Data Structures Summary

The problem we are presented: Given a stream of data, retrieve(搜索) information of interest.

All of the data structures we have discussed so far have been to solve the search problem. How you might ask? Each of the data structures we’ve learned are used for storing information in schemes that make searching efficient in specific scenarios.

Remember that these are Abstract Data Types. This means that we define the behavior, not the implementation

the possible implementations in previous chapters for Abstract Data Types above

Chaining HT: Chaining Hash table

we have devised in earlier chapters can be used in implementing many different ADTs. You’ll also notice the red colored implementations (meaning poor performance), telling us that not all implementations are optimal for the behavior we are trying to achieve.

Abstraction

Abstraction often happens in layers. Abstract Data Types can often contain two abstract ideas boiling down to one implementation. Let’s consider some examples:

  • If we remembered the Priority Queue ADT, we were attempting to find an implementation that would be efficient for PQ operations. We decided that our Priority Queue would be implemented using a Heap Ordered Tree, but as we saw we had several approaches (1A, 1B, 1C, 2, 3) of representing a tree for heaps.
  • A similar idea is an External Chaining Hash Table. This data structure is implemented using an array of buckets, but these buckets can be done using either an ArrayList, Resizing Array, Linked List, or BST.

These two examples tell us that we can often think of an ADT by the use of another ADT. And that Abstract Data Types have layers of abstraction, each defining a behavior that is more specific than the idea that came before it.

Tries

These will serve as a new implementation (from what we have previously learned) of a Set and a Map that has some special functionality for certain types of data and information.

Inventing the Trie

Here are some key ideas that we will use:

  • Every node stores only one letter
  • Nodes can be shared by multiple keys

Therefore, we can insert “sam”, “sad”, “sap”, “same”, “a”, and “awls” into a tree structure that contains single character nodes. An important observation to make is that most of these words share the same prefixes, therefore we can utilize these similarly structured strings for our structure. In other words we don’t store the same prefixes (e.g. “sa-”) multiple times.
Take a look at the graphic below to see how a trie would look like:


Tries work by storing each ‘character’ of our keys as a node. Keys that share common prefixes share the same nodes. To check if the trie contains a key, walk down the tree from the root along the correct nodes.

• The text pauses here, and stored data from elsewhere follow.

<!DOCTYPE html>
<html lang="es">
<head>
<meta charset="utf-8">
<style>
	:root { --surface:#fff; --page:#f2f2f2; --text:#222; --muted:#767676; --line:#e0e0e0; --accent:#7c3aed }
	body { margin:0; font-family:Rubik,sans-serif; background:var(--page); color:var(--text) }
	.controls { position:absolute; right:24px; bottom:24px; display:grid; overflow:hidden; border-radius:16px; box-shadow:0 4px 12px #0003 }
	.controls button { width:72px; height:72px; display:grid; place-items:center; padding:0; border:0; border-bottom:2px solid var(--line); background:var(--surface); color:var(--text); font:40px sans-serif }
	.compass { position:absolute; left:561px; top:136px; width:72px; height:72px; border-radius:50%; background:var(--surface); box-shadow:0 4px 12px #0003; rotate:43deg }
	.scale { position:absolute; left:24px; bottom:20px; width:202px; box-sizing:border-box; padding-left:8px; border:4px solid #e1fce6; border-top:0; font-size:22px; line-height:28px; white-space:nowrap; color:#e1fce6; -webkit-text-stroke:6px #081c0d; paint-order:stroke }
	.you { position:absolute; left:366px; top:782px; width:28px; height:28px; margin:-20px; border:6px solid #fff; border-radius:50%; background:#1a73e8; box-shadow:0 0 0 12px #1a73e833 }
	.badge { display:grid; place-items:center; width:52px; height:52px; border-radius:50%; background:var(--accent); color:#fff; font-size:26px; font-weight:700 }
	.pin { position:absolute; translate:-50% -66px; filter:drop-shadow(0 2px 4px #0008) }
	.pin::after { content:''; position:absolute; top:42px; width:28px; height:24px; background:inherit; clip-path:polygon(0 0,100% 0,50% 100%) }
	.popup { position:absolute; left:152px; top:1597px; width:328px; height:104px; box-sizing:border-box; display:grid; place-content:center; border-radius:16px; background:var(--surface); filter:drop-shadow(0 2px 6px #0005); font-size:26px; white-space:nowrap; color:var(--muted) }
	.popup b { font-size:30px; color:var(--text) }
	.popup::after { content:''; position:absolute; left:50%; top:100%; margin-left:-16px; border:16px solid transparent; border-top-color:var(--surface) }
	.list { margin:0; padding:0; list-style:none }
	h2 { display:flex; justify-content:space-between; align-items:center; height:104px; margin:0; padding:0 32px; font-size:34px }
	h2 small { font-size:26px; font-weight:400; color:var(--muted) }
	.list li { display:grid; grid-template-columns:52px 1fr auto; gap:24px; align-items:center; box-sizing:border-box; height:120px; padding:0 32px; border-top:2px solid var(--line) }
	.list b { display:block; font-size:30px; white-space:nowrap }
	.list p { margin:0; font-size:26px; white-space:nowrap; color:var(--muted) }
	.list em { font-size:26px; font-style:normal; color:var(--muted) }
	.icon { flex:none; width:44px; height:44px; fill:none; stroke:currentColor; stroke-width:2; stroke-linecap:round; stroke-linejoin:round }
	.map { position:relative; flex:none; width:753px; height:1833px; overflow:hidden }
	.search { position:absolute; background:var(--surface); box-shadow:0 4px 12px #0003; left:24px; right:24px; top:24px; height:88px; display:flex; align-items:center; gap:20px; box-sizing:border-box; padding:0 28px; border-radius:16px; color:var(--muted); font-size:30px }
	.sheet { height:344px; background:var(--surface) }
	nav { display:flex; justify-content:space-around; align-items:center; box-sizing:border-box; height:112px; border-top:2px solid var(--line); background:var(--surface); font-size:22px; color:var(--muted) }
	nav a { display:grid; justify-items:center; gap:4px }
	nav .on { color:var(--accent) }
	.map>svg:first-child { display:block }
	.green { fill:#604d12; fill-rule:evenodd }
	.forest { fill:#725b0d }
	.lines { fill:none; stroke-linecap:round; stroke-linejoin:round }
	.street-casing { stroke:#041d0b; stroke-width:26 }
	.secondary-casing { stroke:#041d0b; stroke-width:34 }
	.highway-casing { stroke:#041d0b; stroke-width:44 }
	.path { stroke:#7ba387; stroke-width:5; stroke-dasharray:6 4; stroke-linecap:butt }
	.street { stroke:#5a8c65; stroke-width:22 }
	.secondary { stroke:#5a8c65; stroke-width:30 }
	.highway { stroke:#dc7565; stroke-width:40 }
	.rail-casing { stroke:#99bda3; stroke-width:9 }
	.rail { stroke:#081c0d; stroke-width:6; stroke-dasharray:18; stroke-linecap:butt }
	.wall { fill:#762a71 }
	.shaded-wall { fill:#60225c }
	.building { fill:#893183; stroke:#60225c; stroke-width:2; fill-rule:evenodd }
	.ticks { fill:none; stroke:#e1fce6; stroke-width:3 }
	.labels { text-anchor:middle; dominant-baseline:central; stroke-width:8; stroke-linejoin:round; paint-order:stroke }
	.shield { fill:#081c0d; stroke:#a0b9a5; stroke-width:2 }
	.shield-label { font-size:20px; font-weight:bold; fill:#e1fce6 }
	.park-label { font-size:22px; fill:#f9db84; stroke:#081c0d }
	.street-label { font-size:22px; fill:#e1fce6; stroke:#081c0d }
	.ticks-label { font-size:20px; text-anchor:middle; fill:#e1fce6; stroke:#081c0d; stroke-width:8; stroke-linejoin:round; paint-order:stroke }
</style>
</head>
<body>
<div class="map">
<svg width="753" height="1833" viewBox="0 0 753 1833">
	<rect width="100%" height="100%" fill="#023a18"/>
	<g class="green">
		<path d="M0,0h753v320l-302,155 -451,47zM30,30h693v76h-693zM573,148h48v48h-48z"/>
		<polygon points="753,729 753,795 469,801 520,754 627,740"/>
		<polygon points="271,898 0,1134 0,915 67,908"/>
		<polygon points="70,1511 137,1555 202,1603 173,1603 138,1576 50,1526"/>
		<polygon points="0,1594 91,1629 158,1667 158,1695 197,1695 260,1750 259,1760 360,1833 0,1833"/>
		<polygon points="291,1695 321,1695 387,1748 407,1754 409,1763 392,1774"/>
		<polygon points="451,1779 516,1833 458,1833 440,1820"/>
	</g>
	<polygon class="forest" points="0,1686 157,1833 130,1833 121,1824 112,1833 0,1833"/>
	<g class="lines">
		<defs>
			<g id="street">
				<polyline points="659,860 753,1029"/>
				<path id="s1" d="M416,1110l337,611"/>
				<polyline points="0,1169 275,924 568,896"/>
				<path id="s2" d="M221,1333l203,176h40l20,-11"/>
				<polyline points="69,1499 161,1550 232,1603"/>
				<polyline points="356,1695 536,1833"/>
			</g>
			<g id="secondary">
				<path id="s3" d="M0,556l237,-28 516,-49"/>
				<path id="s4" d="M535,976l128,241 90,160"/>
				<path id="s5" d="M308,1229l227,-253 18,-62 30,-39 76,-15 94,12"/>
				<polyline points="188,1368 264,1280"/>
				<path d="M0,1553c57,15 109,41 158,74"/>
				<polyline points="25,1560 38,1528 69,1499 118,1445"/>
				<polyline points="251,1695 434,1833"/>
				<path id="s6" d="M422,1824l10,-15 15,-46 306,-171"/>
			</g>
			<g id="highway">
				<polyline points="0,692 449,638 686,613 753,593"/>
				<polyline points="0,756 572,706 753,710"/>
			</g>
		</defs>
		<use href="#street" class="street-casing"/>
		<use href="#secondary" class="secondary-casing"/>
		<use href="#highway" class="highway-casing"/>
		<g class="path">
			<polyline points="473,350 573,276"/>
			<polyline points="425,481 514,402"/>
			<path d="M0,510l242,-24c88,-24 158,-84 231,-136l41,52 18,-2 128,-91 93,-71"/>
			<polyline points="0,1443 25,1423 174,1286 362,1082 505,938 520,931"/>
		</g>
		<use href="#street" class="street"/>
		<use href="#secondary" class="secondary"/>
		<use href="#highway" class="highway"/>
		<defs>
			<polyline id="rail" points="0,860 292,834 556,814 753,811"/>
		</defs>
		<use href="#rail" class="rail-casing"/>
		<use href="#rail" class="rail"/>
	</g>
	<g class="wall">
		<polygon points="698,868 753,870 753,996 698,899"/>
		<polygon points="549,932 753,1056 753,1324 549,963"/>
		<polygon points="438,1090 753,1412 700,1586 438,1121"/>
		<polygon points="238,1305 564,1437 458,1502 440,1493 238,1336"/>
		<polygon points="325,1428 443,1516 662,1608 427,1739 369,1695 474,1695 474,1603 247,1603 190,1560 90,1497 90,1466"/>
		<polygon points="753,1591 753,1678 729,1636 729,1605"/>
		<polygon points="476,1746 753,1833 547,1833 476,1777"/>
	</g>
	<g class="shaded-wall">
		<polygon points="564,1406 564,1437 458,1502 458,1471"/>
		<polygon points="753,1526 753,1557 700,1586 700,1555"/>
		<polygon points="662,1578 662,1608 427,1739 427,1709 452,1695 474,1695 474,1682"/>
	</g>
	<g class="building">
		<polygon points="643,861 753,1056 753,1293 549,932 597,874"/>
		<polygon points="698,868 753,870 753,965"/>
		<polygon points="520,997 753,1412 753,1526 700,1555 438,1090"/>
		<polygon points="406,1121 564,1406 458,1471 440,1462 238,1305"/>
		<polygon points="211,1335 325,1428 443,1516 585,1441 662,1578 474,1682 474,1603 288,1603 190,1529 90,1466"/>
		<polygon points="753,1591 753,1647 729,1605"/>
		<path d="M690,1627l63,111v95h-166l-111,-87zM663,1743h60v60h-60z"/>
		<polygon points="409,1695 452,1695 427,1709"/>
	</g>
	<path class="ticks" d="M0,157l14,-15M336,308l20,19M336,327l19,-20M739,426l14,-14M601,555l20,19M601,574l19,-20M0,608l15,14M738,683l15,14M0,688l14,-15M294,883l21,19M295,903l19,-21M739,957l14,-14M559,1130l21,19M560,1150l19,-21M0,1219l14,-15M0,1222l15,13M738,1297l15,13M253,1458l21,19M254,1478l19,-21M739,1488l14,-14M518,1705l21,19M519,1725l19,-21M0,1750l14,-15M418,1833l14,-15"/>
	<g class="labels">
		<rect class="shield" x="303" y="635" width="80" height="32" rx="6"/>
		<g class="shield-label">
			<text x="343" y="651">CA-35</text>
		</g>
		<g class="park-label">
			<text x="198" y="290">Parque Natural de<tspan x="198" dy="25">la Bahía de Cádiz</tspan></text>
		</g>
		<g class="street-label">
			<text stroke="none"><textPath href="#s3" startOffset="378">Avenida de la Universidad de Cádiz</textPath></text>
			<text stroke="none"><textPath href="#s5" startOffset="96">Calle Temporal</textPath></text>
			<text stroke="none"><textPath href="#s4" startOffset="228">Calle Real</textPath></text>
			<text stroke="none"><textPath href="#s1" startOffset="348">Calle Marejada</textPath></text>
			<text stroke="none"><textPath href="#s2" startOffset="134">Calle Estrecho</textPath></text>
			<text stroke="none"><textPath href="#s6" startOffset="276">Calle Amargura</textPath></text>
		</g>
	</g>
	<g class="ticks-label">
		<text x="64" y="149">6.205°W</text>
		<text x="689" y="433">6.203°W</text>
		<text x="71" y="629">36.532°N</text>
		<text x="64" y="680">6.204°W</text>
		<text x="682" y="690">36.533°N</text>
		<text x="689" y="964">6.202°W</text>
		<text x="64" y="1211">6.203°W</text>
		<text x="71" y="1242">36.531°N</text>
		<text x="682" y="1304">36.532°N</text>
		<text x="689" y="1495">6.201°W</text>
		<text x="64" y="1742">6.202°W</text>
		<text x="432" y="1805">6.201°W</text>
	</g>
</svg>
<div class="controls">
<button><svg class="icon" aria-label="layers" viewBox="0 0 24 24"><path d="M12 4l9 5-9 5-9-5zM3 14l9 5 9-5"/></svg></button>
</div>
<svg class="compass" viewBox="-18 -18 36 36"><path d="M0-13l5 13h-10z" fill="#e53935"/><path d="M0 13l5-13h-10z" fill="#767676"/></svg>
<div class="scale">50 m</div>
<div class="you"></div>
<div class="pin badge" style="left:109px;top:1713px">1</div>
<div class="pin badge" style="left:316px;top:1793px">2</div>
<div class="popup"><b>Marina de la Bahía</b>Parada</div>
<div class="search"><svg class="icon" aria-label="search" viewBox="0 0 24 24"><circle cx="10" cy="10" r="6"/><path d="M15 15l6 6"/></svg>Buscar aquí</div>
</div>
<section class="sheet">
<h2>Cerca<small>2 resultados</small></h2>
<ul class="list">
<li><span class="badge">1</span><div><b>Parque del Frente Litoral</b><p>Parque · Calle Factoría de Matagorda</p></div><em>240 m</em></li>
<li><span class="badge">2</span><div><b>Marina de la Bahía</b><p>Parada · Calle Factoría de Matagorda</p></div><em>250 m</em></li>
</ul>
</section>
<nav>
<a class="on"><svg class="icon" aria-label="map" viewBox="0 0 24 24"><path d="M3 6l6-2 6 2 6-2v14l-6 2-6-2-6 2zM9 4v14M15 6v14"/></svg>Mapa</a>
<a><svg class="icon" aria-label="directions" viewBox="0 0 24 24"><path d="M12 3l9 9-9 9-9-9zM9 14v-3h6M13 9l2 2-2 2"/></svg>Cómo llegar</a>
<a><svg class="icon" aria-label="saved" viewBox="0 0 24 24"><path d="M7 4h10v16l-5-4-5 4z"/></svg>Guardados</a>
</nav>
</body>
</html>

Since we are going to share nodes, we must figure out some way to represent which strings belong in our set and which don’t. We will solve this problem through marking the color of the last character of each string to be blue. Observe our final strategy below.

Suppose we have inserted strings into our set and we end up with the trie above, we must figure out how searching will work in our current scheme. To search, we will traverse our trie and compare to each character of the string as we go down. Thus, there are only two cases when we wouldn’t be able to find a string; either the final node is white or we fall off the tree

  • contains(“sam”) : true, blue node
  • contains(“sa”) : false, white node
  • contains(“a”) : true, blue node
  • contains(“saq”) : false, fell off tree

Summary

A key takeaway is that we can often improve a general-purpose data structure when we add specificity to our problem, often by adding additional constraints. For example, we improved our implementation of HashMap when we restricted the keys to only be ASCII character, creating extremely efficient data structure.

  • There is a distinction between ADTs and specific implementations.As an example, Disjoint Sets is an ADT: any Disjoint Sets has the methods connect(x, y) and isConnected(x, y) . There are four different ways to implement those methods: Quick Find, Quick Union, Weighted QU, and WQUPC.
  • The Trie is a specific implementation for Sets and Maps that is specialized for strings.
    • We give each node a single character and each node can be a part of several keys inside of the trie.
    • Searching will only fail if we hit an unmarked node or we fall off the tree
    • Short for Retrieval tree, almost everyone pronounces it as “try” but Edward Fredkin suggested it be pronounced as “tree”(命名规则)

Implementation

Approach 1

We’ll take a first approach with the idea that each node stores a letter, its children, and a color. Since we know each node key is a character, we can use our DataIndexedCharMap class we defined earlier to map to all of a nodes’ children. Remember that each node can have at most the number of possible characters as its number of children.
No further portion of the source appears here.